Records from a data source:
Content starts

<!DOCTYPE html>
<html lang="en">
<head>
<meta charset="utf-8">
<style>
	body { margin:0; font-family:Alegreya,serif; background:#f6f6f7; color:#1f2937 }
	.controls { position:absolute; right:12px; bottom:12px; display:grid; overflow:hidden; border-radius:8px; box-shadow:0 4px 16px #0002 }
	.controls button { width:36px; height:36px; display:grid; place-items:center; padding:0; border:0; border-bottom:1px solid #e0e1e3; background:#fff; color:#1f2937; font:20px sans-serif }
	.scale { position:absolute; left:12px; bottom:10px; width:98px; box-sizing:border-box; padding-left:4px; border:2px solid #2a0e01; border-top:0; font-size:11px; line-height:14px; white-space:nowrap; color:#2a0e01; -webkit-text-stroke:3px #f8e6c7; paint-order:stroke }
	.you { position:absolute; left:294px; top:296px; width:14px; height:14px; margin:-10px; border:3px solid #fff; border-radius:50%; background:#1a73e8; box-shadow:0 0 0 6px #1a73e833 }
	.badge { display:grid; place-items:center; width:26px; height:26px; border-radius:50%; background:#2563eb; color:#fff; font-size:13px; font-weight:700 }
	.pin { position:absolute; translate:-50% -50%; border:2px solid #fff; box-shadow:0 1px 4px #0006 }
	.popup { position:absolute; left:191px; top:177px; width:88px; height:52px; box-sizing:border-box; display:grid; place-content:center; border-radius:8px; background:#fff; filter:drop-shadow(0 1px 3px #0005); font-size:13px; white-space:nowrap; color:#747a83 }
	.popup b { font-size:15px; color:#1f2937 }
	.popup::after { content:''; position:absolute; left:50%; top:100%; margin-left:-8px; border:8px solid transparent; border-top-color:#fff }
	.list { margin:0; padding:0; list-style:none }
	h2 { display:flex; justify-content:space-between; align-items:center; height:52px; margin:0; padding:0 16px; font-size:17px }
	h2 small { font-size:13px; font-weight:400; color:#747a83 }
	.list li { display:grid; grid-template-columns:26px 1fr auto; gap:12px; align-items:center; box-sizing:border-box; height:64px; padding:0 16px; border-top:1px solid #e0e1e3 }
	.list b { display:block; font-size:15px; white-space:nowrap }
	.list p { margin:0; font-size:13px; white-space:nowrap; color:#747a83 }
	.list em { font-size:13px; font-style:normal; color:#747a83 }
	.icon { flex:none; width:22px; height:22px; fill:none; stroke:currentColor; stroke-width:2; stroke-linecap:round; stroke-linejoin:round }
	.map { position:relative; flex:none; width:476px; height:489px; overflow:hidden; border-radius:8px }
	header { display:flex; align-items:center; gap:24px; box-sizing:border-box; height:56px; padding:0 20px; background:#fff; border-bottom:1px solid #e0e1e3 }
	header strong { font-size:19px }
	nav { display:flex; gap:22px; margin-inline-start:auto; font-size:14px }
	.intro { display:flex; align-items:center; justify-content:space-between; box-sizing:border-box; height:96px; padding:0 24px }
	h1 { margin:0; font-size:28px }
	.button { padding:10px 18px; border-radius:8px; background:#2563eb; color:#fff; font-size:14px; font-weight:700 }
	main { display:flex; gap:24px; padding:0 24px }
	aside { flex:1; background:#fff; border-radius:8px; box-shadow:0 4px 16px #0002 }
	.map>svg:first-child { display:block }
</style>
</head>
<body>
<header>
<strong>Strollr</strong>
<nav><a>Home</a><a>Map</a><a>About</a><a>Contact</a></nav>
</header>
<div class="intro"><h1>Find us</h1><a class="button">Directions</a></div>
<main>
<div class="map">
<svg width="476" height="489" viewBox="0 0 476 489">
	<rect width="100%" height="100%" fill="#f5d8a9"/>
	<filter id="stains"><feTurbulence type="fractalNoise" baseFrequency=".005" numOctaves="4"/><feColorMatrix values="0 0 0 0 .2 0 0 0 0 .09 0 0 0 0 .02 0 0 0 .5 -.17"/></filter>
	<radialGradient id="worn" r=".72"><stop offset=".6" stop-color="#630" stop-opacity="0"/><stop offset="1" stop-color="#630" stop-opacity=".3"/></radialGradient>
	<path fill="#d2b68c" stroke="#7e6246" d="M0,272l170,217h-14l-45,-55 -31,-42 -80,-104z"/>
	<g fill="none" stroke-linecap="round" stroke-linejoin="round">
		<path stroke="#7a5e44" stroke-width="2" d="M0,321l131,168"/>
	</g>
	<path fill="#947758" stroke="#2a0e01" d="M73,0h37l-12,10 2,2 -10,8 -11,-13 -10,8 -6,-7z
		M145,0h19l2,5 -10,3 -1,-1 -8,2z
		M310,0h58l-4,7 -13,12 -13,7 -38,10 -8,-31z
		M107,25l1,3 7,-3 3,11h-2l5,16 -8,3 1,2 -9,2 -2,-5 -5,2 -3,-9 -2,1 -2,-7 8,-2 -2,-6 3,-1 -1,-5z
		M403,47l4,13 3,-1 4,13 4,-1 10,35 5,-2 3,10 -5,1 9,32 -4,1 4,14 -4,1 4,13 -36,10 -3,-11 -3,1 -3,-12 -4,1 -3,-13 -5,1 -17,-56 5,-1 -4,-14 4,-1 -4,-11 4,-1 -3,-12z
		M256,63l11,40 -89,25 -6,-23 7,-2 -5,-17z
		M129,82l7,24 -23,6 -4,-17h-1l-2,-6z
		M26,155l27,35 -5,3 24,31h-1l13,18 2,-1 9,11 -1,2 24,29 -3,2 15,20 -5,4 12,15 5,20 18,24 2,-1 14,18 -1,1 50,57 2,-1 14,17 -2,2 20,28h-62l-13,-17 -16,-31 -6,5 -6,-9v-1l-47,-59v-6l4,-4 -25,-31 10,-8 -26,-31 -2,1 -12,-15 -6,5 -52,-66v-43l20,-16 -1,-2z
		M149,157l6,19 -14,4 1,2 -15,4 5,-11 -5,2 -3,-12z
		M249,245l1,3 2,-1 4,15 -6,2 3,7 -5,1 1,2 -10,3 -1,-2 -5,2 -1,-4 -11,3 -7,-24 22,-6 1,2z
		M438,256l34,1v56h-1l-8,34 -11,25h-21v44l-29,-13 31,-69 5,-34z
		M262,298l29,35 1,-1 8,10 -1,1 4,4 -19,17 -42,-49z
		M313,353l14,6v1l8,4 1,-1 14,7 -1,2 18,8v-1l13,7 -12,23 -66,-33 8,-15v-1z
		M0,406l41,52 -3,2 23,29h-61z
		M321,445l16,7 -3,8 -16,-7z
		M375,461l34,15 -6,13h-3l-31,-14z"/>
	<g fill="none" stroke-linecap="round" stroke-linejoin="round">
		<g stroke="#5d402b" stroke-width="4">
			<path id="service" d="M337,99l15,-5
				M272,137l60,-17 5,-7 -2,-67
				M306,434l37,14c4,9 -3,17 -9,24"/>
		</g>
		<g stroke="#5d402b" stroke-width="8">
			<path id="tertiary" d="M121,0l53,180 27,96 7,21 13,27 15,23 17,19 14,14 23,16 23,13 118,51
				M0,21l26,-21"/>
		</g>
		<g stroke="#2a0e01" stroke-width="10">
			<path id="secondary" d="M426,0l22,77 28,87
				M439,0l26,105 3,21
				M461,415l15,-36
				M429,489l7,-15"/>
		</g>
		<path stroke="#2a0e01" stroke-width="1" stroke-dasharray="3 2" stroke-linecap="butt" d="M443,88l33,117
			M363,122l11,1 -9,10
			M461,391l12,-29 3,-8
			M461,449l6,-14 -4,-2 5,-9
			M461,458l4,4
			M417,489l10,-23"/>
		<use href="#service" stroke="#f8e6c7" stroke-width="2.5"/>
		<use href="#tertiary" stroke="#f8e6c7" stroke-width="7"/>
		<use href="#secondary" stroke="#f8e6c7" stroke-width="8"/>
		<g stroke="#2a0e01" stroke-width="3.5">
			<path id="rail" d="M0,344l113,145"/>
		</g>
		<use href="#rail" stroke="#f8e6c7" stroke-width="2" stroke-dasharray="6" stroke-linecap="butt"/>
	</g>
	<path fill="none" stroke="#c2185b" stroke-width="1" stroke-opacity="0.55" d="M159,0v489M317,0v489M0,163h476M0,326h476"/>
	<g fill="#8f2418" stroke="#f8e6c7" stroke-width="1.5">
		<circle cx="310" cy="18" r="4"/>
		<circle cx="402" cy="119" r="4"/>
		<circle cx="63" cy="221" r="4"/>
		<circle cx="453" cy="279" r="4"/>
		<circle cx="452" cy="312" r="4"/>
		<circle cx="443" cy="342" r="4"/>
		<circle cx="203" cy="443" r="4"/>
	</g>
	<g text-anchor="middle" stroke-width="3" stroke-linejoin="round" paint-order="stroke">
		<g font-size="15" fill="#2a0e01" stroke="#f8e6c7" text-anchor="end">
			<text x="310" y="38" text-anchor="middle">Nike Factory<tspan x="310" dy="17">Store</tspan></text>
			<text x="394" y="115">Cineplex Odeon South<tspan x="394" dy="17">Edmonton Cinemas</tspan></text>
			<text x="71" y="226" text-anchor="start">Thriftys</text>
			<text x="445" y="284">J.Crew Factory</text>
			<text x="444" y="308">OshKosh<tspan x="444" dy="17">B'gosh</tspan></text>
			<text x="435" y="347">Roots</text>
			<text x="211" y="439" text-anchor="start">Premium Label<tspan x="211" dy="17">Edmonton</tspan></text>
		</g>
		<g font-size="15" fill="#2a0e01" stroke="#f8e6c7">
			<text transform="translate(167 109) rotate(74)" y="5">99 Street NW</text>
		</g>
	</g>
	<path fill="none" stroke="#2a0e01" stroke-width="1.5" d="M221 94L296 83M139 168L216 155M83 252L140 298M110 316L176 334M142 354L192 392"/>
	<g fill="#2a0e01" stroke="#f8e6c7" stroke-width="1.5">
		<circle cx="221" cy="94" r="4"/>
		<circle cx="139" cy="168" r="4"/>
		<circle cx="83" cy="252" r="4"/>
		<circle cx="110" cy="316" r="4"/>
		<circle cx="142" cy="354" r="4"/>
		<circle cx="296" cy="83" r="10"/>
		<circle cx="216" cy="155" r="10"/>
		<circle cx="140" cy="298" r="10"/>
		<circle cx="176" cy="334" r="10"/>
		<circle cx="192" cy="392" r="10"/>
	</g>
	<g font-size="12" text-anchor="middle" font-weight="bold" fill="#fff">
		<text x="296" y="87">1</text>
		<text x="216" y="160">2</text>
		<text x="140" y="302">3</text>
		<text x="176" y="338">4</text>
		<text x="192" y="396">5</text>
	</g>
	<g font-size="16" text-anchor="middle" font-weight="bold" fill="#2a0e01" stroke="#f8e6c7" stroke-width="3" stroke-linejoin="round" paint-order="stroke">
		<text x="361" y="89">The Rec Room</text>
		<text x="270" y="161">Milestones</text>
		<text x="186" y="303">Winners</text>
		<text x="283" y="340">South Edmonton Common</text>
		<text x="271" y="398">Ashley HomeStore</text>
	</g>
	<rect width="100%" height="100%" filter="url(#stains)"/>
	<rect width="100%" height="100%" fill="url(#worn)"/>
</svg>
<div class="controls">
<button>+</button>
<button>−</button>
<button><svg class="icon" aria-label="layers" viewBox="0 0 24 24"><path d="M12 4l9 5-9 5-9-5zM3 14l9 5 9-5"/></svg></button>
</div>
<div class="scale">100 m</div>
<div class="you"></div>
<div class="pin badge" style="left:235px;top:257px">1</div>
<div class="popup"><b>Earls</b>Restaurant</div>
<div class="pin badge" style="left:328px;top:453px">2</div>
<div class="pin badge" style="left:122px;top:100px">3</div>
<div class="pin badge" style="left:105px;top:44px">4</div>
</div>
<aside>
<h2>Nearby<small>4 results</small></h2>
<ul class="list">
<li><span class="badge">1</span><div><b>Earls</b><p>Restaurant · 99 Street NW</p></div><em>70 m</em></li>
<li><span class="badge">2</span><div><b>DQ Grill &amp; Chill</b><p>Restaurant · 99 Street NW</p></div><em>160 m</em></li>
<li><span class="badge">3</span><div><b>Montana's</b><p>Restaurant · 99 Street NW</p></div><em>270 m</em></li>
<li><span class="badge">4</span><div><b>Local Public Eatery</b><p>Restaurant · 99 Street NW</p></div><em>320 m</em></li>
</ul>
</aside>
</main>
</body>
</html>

Content ends

WHAT YOU SHOULD DO: Go through the records above and copy each line where "worn" is found.

TASK SOLUTION:
	<radialGradient id="worn" r=".72"><stop offset=".6" stop-color="#630" stop-opacity="0"/><stop offset="1" stop-color="#630" stop-opacity=".3"/></radialGradient>
	<rect width="100%" height="100%" fill="url(#worn)"/>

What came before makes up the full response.